## Exercise brief
Look for the string "Calle" in the listing. Copy each line that has it.

---- Recorded data

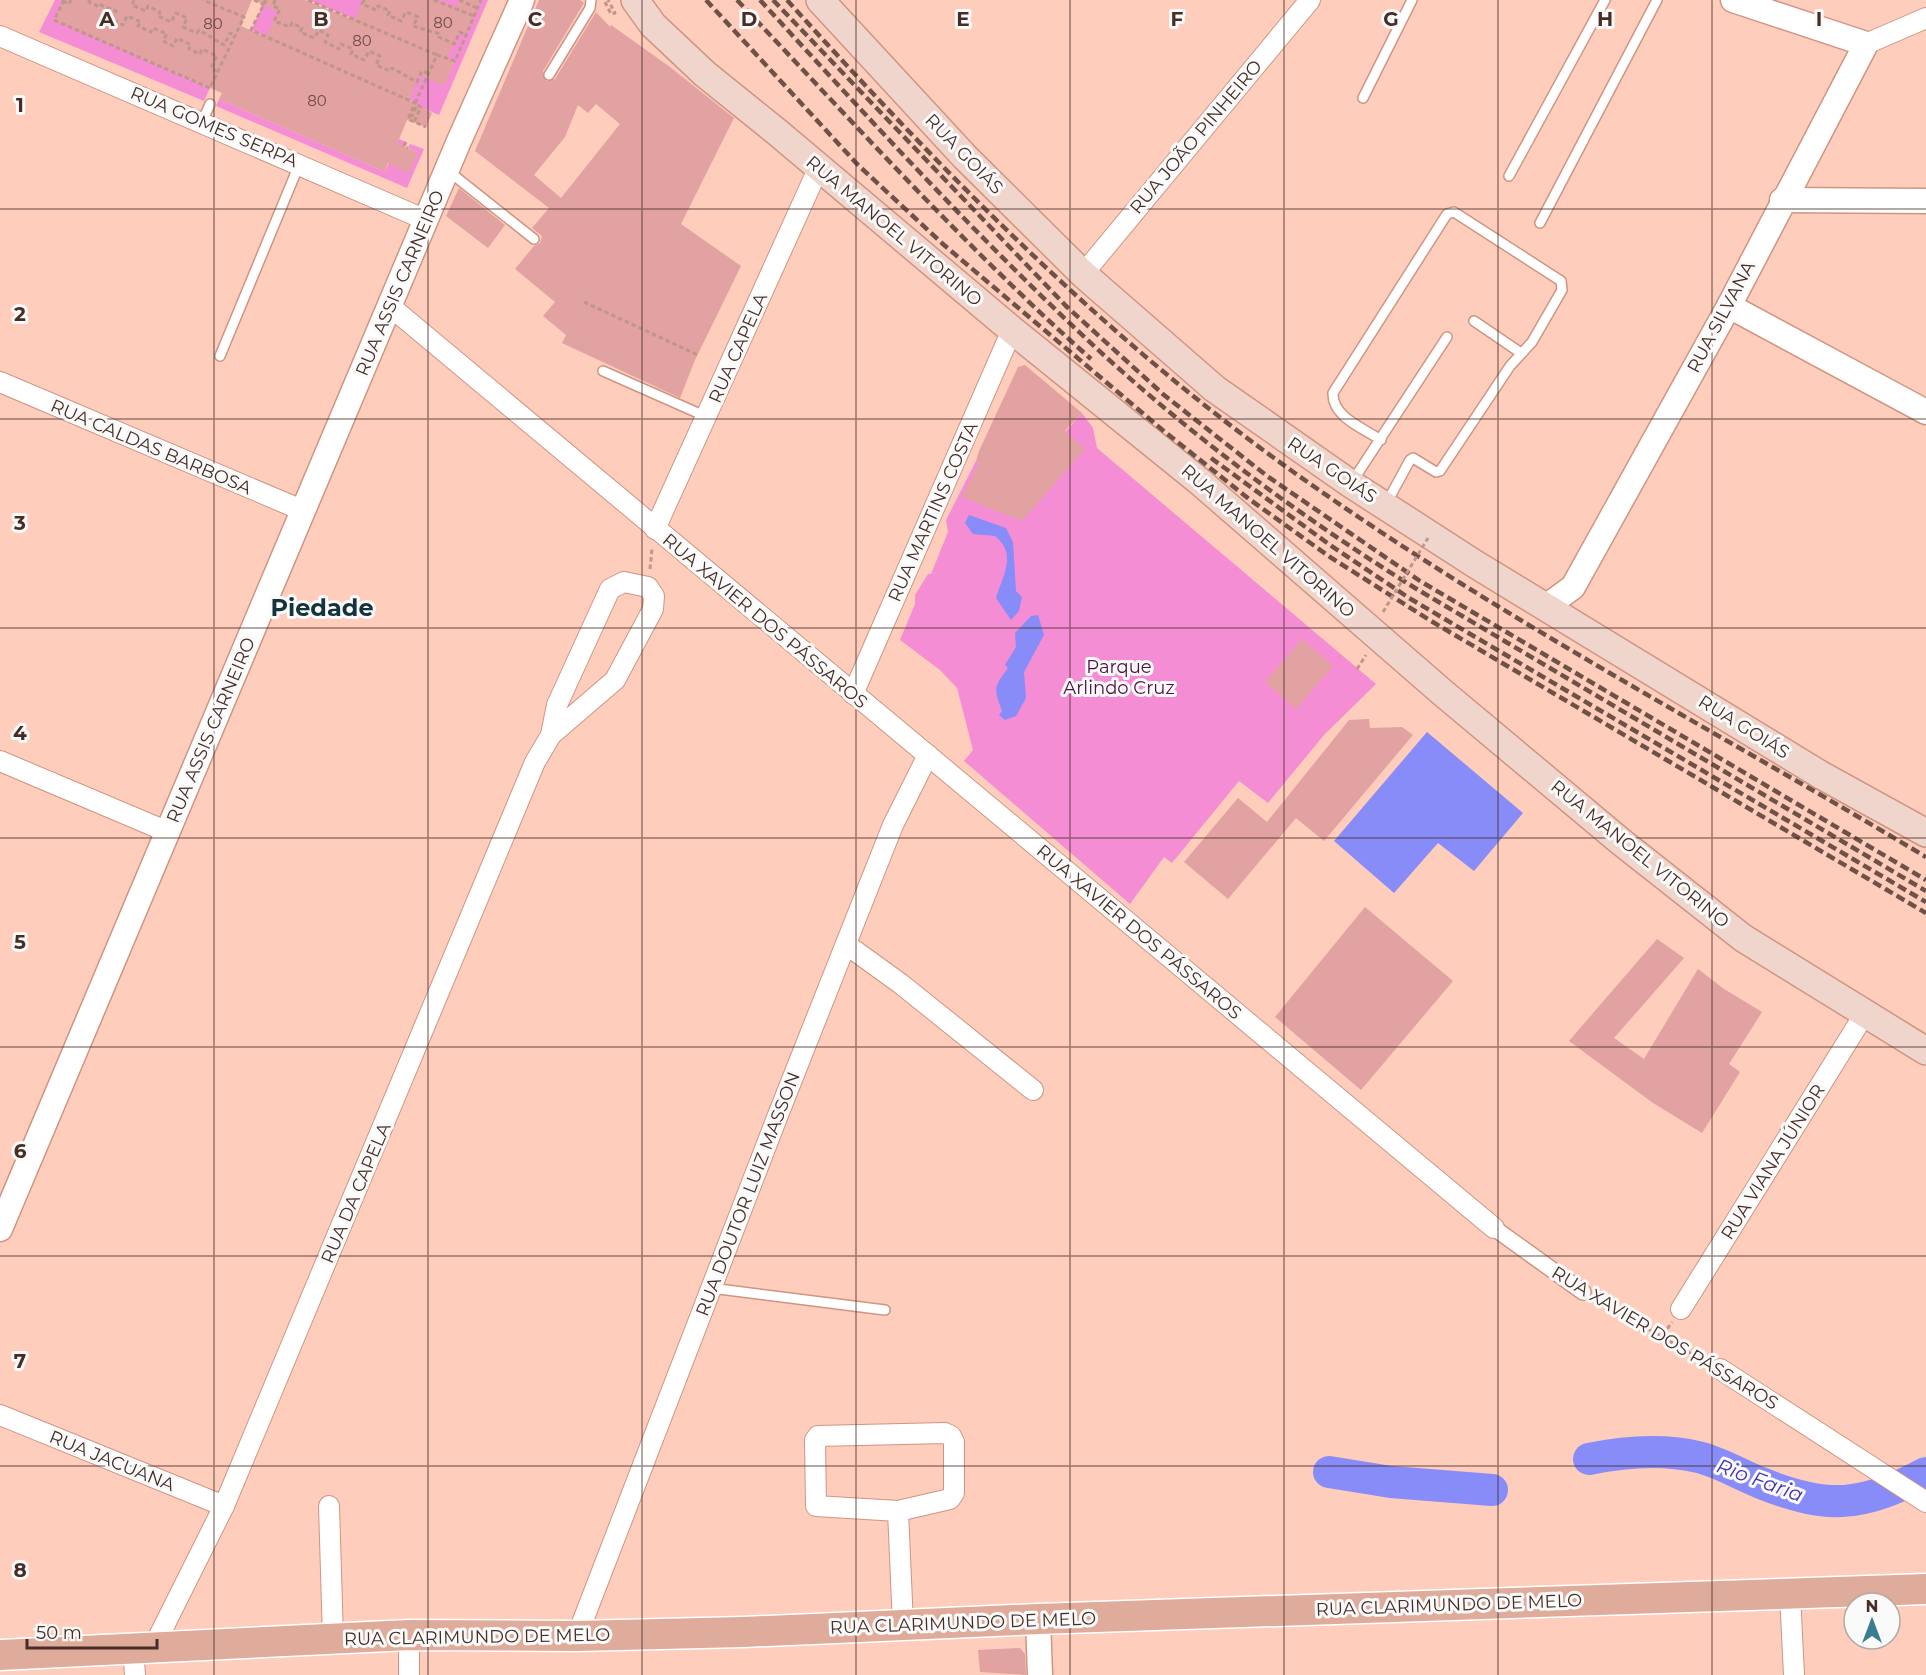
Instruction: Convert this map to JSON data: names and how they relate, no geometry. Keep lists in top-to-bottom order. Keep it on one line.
{"streets":{"main road":["RUA GOIÁS","RUA MANOEL VITORINO","RUA CLARIMUNDO DE MELO"],"street":["RUA GOMES SERPA","RUA JOÃO PINHEIRO","RUA ASSIS CARNEIRO","RUA SILVANA","RUA CAPELA","RUA CALDAS BARBOSA","RUA MARTINS COSTA","RUA XAVIER DOS PÁSSAROS","RUA VIANA JÚNIOR","RUA DA CAPELA","RUA DOUTOR LUIZ MASSON","RUA JACUANA"]},"crossings":[["RUA GOMES SERPA","RUA ASSIS CARNEIRO"],["RUA JOÃO PINHEIRO","RUA GOIÁS"],["RUA GOIÁS","RUA SILVANA"],["RUA MANOEL VITORINO","RUA CAPELA"],["RUA MANOEL VITORINO","RUA MARTINS COSTA"],["RUA MANOEL VITORINO","RUA VIANA JÚNIOR"],["RUA ASSIS CARNEIRO","RUA CALDAS BARBOSA"],["RUA ASSIS CARNEIRO","RUA XAVIER DOS PÁSSAROS"],["RUA CAPELA","RUA XAVIER DOS PÁSSAROS"],["RUA MARTINS COSTA","RUA XAVIER DOS PÁSSAROS"],["RUA XAVIER DOS PÁSSAROS","RUA DOUTOR LUIZ MASSON"],["RUA DA CAPELA","RUA JACUANA"],["RUA DA CAPELA","RUA CLARIMUNDO DE MELO"],["RUA DOUTOR LUIZ MASSON","RUA CLARIMUNDO DE MELO"]],"districts":["Piedade"],"water":["Rio Faria"],"parks":["Parque Arlindo Cruz"],"house_numbers":["80","80","80","80"],"scale_bar":"50 m","north":"top","grid":{"columns":["A","B","C","D","E","F","G","H","I"],"rows":["1","2","3","4","5","6","7","8"]}}
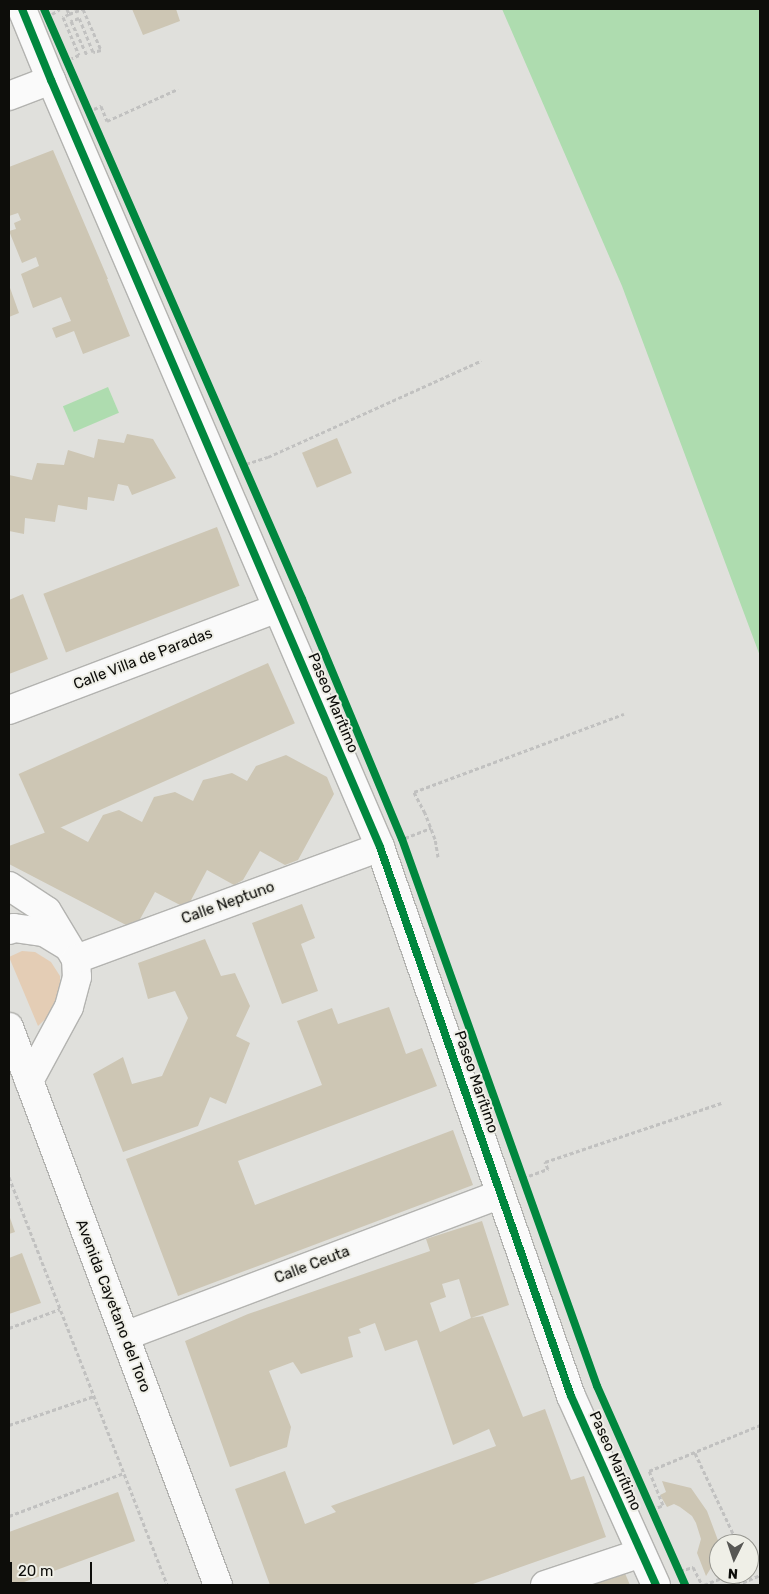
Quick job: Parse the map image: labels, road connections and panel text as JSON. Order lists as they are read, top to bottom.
{
  "streets": {
    "street": [
      "Calle Villa de Paradas",
      "Paseo Marítimo",
      "Calle Neptuno",
      "Calle Ceuta",
      "Avenida Cayetano del Toro"
    ]
  },
  "crossings": [
    ["Calle Villa de Paradas", "Paseo Marítimo"],
    ["Paseo Marítimo", "Calle Neptuno"],
    ["Paseo Marítimo", "Calle Ceuta"],
    ["Calle Ceuta", "Avenida Cayetano del Toro"]
  ],
  "scale_bar": "20 m",
  "north": "bottom"
}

--------

## Solved exercise
      "Calle Villa de Paradas",
      "Calle Neptuno",
      "Calle Ceuta",
    ["Calle Villa de Paradas", "Paseo Marítimo"],
    ["Paseo Marítimo", "Calle Neptuno"],
    ["Paseo Marítimo", "Calle Ceuta"],
    ["Calle Ceuta", "Avenida Cayetano del Toro"]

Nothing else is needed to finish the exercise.